The 1H17 exports increased by 21% to RM451.05 billion, while imports rose by 23.3% to RM408.12 billion — resulting in a trade surplus of RM42.93 billion.
Malaysia’s total trade for the same period grew by 22% to RM859.17 billion.
Earlier, during his speech at the forum, Mustapa said the future of the Trans-Pacific Partnership Agreement (TPPA) will be decided during the Asia-Pacific Economic Cooperation Leaders’ Summit in Vietnam in November.
He said Malaysia remains open to options to bring the TPPA into force without the US.
The rest of the grouping members are Australia, Brunei, Canada, Chile, Japan, Mexico, New Zealand, Peru, Singapore and Vietnam.
“The TPPA would have brought about additional growth not only to Malaysia, but to the world as a whole,” he said.
The TPPA experience has strengthened Malaysia’s position to pursue regional and bilateral agreements with trading partners.
“With the TPPA hanging in the balance, the successful conclusion of the Regional Comprehensive Economic Partnership is important for future trade and growth in the region,” he added.
On Malaysia’s key to success, Mustapa said the country is now a net exporter of capital and has produced many globally competitive companies.

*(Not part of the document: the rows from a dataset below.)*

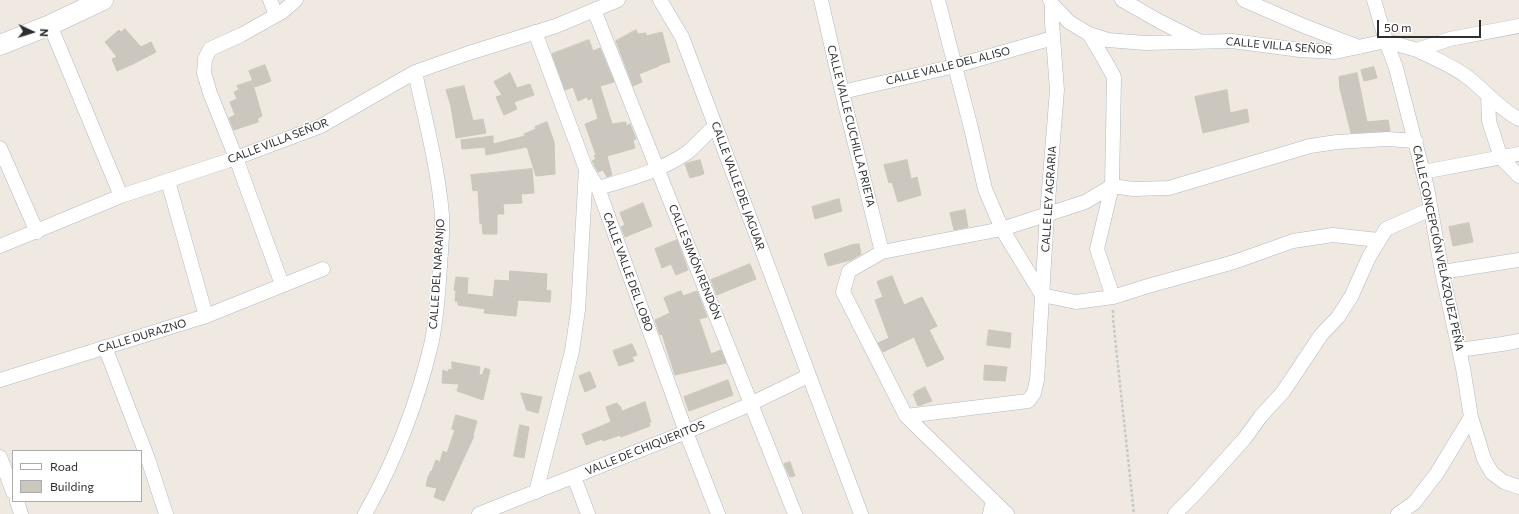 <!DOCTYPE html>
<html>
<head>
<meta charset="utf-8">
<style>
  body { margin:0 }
  #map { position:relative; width:1519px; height:514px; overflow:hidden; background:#efe9e1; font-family:Commissioner,sans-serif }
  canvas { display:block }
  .legend { position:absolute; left:12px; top:450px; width:130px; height:52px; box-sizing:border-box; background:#fff; border:1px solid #ababab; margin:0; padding:5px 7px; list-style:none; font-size:12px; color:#2e2e2e }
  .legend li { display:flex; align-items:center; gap:8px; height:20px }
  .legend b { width:20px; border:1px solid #ababab }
  .north { position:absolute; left:12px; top:12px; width:40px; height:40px; -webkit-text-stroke:3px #fff; paint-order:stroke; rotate:94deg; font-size:11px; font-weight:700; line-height:16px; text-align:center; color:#2e2e2e }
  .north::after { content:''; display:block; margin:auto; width:14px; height:18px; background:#2e2e2e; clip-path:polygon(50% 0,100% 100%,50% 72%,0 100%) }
  .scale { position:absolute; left:1377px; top:20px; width:104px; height:18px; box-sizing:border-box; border:2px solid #2e2e2e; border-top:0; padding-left:5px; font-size:12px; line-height:14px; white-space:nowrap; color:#2e2e2e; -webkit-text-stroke:3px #fff; paint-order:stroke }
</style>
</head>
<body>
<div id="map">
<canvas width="1519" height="514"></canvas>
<ul class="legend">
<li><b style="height:5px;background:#fff"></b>Road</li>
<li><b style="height:11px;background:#cbc7bf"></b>Building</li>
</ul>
<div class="north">N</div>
<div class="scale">50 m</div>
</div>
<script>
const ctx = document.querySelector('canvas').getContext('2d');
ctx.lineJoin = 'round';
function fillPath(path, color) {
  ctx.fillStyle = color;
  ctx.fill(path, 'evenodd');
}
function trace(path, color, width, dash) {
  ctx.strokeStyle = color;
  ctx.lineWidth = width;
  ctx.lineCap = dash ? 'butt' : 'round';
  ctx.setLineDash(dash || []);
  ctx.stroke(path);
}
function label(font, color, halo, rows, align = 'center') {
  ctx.font = font + ' Commissioner,sans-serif';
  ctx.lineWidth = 3;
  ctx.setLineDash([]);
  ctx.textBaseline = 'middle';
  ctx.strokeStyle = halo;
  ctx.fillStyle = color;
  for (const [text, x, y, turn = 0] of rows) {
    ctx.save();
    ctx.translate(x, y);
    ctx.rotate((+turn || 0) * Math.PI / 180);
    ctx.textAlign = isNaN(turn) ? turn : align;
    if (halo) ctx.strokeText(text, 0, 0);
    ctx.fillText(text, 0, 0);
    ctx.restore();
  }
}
const building = new Path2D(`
  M125,29L141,47L151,42L156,52L133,64L117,71L112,59L117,57L105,42L119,30L121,32Z
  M636,30L638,34L646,33V36L662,32L670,62L659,65V66L639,74L642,82L633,86L616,41Z
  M589,40L593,51L600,48L614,82L600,86L612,124L626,122V126L630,124L636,139L633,140L635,148L607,156L612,175L607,177L603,170L598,172L592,161L596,159L594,156L596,155L585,124L598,119L592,98L588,100L587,97L578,101L573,87L565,90L552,54Z
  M265,65L271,81L255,87L249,71Z
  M1374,67L1377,78L1364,81L1361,70Z
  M510,73L517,88L530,84L534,95L514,102L517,109L504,115L496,97L502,95L494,82Z
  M1357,73L1367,122L1388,120L1390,131L1351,133L1340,89L1339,77Z
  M252,81L262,116L258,118V122L234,130L229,118L235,115L230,102L237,99L234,92L239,90L237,86Z
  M464,86L473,121L483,119L486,133L456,138L451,106L446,90Z
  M1227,90L1230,113L1247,109L1249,122L1203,133L1195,97Z
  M547,122L554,142L555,174L536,176L527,147L486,155L485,147L462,149L461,140L493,136V144L525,136L524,134L536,129L535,127Z
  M700,160L704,174L690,178L685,164Z
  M907,160L911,179L917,177L921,195L898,202L892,182L889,183L884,165Z
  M532,169L534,193L521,194L522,203L503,204L504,214H497V234H483L482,223L480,224L478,190L473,191L471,175Z
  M839,199L842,211L815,219L812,207Z
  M643,203L652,226L625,237L621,227L625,225L620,213Z
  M965,210L968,227L954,230L950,213Z
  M1469,223L1473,242L1453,246L1449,227Z
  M677,240L688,270L676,275L671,264L662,268L655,249Z
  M859,244L861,254L851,260L828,266L824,254L851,245Z
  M750,264L756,279L717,295L711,280Z
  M510,271L547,274L546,290L551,291L550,302L518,300L516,316L484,313L485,309L458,305V301H455L456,291L454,290L456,277L468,278L467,294L493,297L495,280L509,281Z
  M892,276L904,305L922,297L937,326L929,330L944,359L927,367L914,337L883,352L878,343L889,338L875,300L883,297L877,282Z
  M681,291L683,296L697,291L707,317L699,319L711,354L721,350L726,363L675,375L662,334L660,335L655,320L670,313L664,298Z
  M989,330L1011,333L1010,348L987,345Z
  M632,344L637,355L632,357L634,361L619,366L613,351Z
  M452,362L480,367L479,375H482L485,368L490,370L483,400L457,391L459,384L442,383L443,370L448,372L449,369L452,370Z
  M985,365L1007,367L1005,381L984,380Z
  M590,372L596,387L585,392L579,376Z
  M728,380L733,395L689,411L684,397Z
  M925,387L932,401L918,406L913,394L916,393L915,392Z
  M521,393L542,397L538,413L527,410Z
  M645,402L651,422L649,423L650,426L621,437L620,435L603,441L602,439L586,445L582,434L611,422L606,407L617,403L619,406H620L622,411Z
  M456,415L477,421L473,435L474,436L444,501L434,497L437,488L426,486L428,477L431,471H432L436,460L440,462L443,451L447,453L455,430L452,429Z
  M520,425L529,427L524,458L514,456Z
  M790,462L795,476L790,477L784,464Z`);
fillPath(building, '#cbc7bf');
trace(building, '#cbc5ba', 1);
const street = new Path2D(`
  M270,0L276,15
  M660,0L682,37L861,514
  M821,0L842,92L882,252
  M938,0L971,128L985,189L1002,229L1042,295L1076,302L1113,297L1148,286L1234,262L1293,241L1333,235L1378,240
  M1050,0L1052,4L1069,22L1089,34L1108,40L1145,43L1232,41L1300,50L1335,52L1386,41L1417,50L1450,39L1519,26
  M1122,0L1159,21L1199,41
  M1244,0L1304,26L1359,47
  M1374,0L1386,41L1396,68L1427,188L1442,272L1463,368L1471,417L1484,459L1492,473L1504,482L1519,487
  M594,10L795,514
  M50,25L121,196
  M535,32L586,169L598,188L686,432L718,514
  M1089,34L1104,59L1114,77L1112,186L1097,249L1113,297
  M1417,50C1433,58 1451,65 1466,76C1484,89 1499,109 1519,119
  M842,92L955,66L1053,38
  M1488,95L1489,121L1501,158L1519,176
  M0,148L37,232
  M1423,172L1519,154
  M168,181L206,316
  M598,188C629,179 661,171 688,152C697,144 706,134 715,126
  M0,246L121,196L236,158L321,126L415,72L469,53L556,26L618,0
  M1442,272L1519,260
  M281,286L280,279L236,158L210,93L204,73L205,59L210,49L241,35L282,12L296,0
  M105,347L148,459L166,514
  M1459,350L1502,344L1519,341
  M0,380L206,316L323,269
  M906,416L1028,401L1034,393L1037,380L1047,214L1057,90L1052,23V4
  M0,457L13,492
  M574,477L588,514
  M536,492L572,351L578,310L586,169
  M17,501L21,514
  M365,514C395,461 417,404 431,345C437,319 438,293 440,266C441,250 443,232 442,215C438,167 425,119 415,72
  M479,514L686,432L744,407L808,376
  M990,514L993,500
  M1007,514L906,416L843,292L849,271L882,252L1002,229L1085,202L1112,186L1133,189L1169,188L1310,146L1337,142L1387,139L1416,141
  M1175,514L1195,494L1245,438L1261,416L1283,392L1321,335L1338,317L1351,297L1369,257L1386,229L1431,209
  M1398,514L1414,503L1437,473L1471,417`);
const secondary = new Path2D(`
  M0,45L50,25L103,0`);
trace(street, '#b4b7c1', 15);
trace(secondary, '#b4b7c1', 21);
trace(new Path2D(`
  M1113,310V319L1134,514`), '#c9c9c9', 2.5, [3, 2]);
trace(street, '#fff', 14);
trace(secondary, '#fff', 20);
label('11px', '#2e2e2e', '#fff', [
  ["CALLE VILLA SEÑOR",1279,46,5],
  ["CALLE VALLE DEL ALISO",948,66,-14],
  ["CALLE VALLE CUCHILLA PRIETA",851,126,76],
  ["CALLE VILLA SEÑOR",278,141,-21],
  ["CALLE VALLE DEL JAGUAR",738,186,70],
  ["CALLE LEY AGRARIA",1049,199,-86],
  ["CALLE CONCEPCIÓN VELÁZQUEZ PEÑA",1438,248,78],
  ["CALLE SIMÓN RENDÓN",695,262,68],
  ["CALLE VALLE DEL LOBO",628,272,70],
  ["CALLE DEL NARANJO",437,274,-86],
  ["CALLE DURAZNO",142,336,-17],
  ["VALLE DE CHIQUERITOS",645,448,-22]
]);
</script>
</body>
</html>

At the end of 2Q17, direct investment abroad stood at RM574 billion compared to RM557 billion in foreign direct investment.
“This proves that Malaysian companies have a strong presence globally,” he said, adding that there were over 1,000 active Malaysian companies with investments abroad.
He said a diversified economic and export structure, as well as the focus on infrastructure, have helped domestic businesses.
Mustapa also said Malaysia will continue to support multilateralism, despite prevalent anti-globalisation sentiments in some parts of the world.
He said it was one way for the country — which practises an open economy with a relatively small domestic market — to deal with the current global challenges and ensure long-term growth and stability.
“Malaysia continues to be pragmatic in its engagement with the rest of the world. We will continue to support the multilateral system and open regionalism.”